Brasil participa de encontro para debater eliminação do metal

O Brasil apresenta avanços na eliminação do mercúrio na mineração artesanal e em pequena escala, com o Plano Nacional de Ação (PAN-MAPE) em construção para formalizar o setor e fortalecer a rastreabilidade das cadeias de ouro.
O Ministério de Minas e Energia (MME) participou, no início de novembro, da 6ª Reunião da Conferência das Partes (COP-6) da Convenção de Minamata sobre Mercúrio, realizada em Genebra, na Suíça, entre os dias 3 e 7 de novembro. O encontro reúne representantes de diversos países para avaliar os avanços e os desafios na eliminação do uso e do comércio ilegal de mercúrio no mundo, além de promover a cooperação internacional para o fortalecimento de práticas sustentáveis.
A diretora do Departamento de Desenvolvimento Sustentável na Mineração da Secretaria Nacional de Geologia, Mineração e Transformação Mineral, Julevânia Olegário, representou o ministro de Minas e Energia, Alexandre Silveira, no encontro, e destacou que o Brasil tem avançado na promoção de uma mineração mais responsável. “O Brasil tem atuado para tornar a mineração artesanal e de pequena escala mais sustentável e alinhada aos compromissos da Convenção de Minamata. Nosso Plano Nacional de Ação está sendo construído com intuito de eliminar o uso do mercúrio, formalizar o setor e fortalecer a rastreabilidade das cadeias de ouro.

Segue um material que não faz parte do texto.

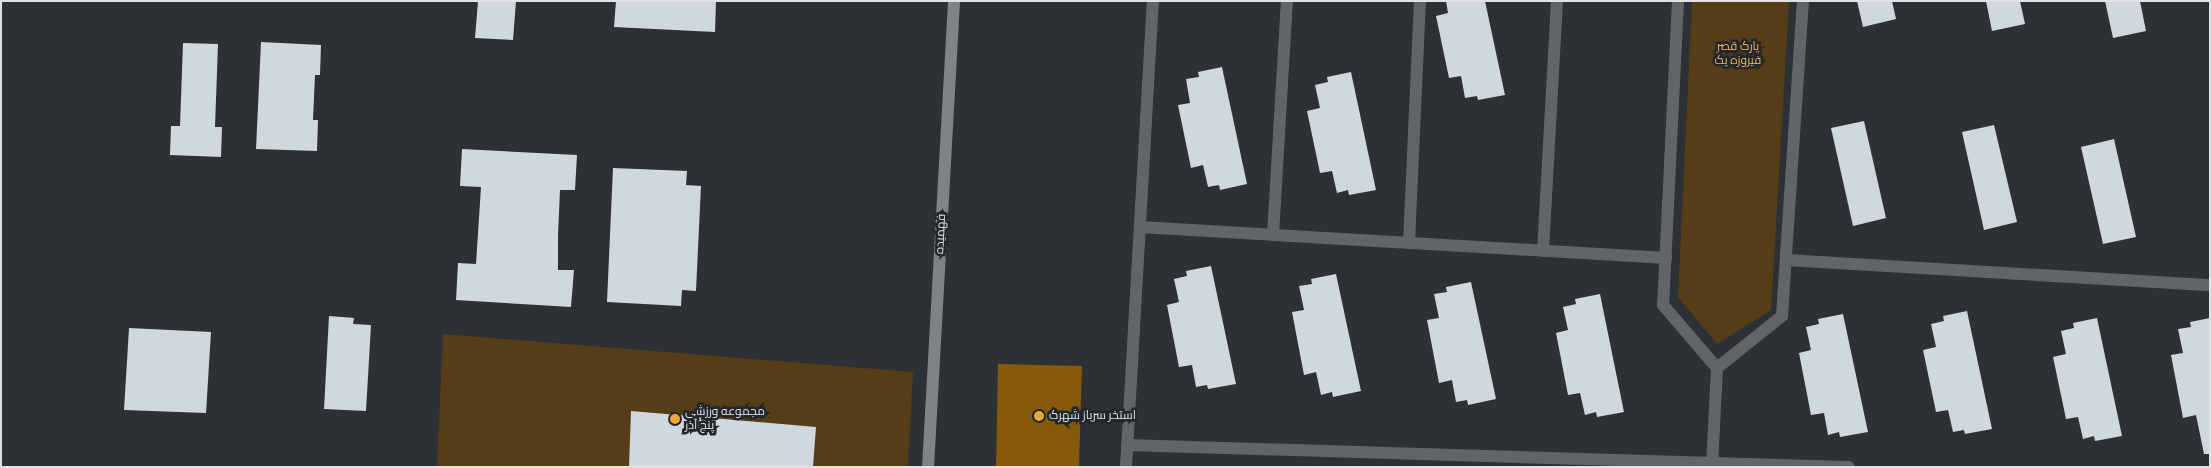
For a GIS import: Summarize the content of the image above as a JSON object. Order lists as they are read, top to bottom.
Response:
{
  "streets": {
    "main road": ["فهمیده"]
  },
  "parks": ["پارک قصر فیروزه یک"],
  "places": ["استخر سرباز شهرک", "مجموعه ورزشی پنج آذر"]
}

Essa é uma agenda que envolve não apenas a proteção ambiental, mas também o respeito às comunidades que dependem dessa atividade, garantindo uma transição justa e responsável”, disse.

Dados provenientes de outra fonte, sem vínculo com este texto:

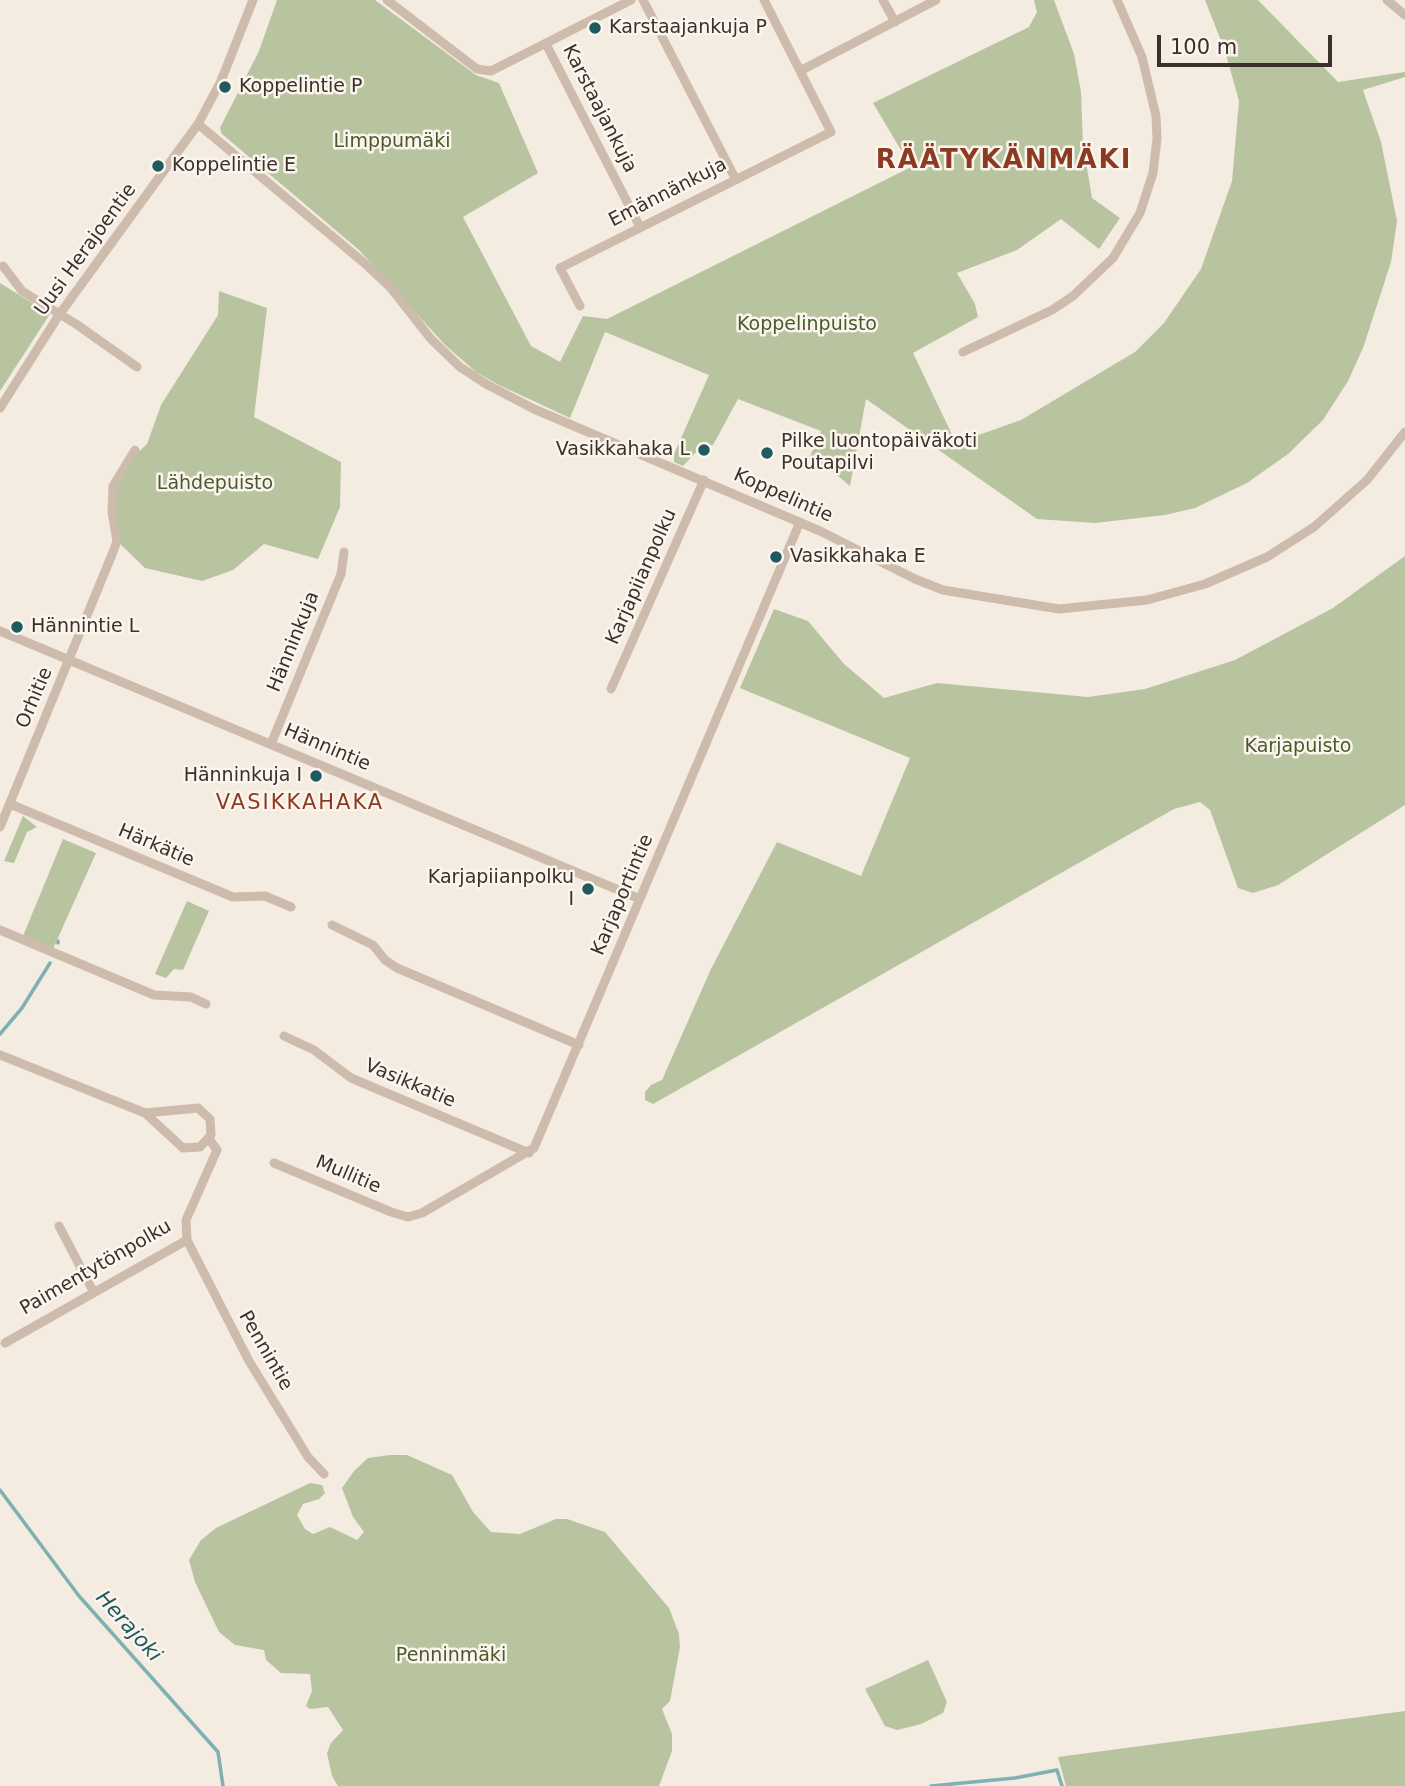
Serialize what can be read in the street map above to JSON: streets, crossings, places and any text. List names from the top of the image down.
{
  "streets": {
    "street": [
      "Karstaajankuja",
      "Emännänkuja",
      "Uusi Herajoentie",
      "Koppelintie",
      "Karjapiianpolku",
      "Hänninkuja",
      "Orhitie",
      "Hännintie",
      "Härkätie",
      "Karjaportintie",
      "Vasikkatie",
      "Mullitie",
      "Paimentytönpolku",
      "Pennintie"
    ]
  },
  "crossings": [
    ["Karstaajankuja", "Emännänkuja"],
    ["Uusi Herajoentie", "Koppelintie"],
    ["Koppelintie", "Karjapiianpolku"],
    ["Koppelintie", "Karjaportintie"],
    ["Hänninkuja", "Hännintie"],
    ["Orhitie", "Hännintie"],
    ["Orhitie", "Härkätie"],
    ["Hännintie", "Karjaportintie"],
    ["Karjaportintie", "Vasikkatie"],
    ["Karjaportintie", "Mullitie"],
    ["Vasikkatie", "Mullitie"],
    ["Paimentytönpolku", "Pennintie"]
  ],
  "districts": ["RÄÄTYKÄNMÄKI", "VASIKKAHAKA"],
  "water": ["Herajoki"],
  "parks": [
    "Limppumäki",
    "Koppelinpuisto",
    "Lähdepuisto",
    "Karjapuisto",
    "Penninmäki"
  ],
  "places": [
    "Karstaajankuja P",
    "Koppelintie P",
    "Koppelintie E",
    "Vasikkahaka L",
    "Pilke luontopäiväkoti Poutapilvi",
    "Vasikkahaka E",
    "Hännintie L",
    "Hänninkuja I",
    "Karjapiianpolku I"
  ],
  "scale_bar": "100 m"
}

O Brasil desenvolve iniciativas estratégicas no combate à poluição por mercúrio, como a inclusão de dispositivos de rastreabilidade e due diligence nas cadeias de ouro e previne o uso e comércio ilegal do mercúrio com o objetivo de garantir mais transparência e responsabilidade de compradores e intermediários, o apoio à ampliação e mecanismo financeiro da Convenção (GEF e SIP) para incluir o monitoramento ambiental e a atualização dos diagnósticos nacionais (MIAs), além da promoção de uma transição justa para as comunidades que dependem da mineração artesanal e em pequena escala (MAPE), com alternativas econômicas e proteção social.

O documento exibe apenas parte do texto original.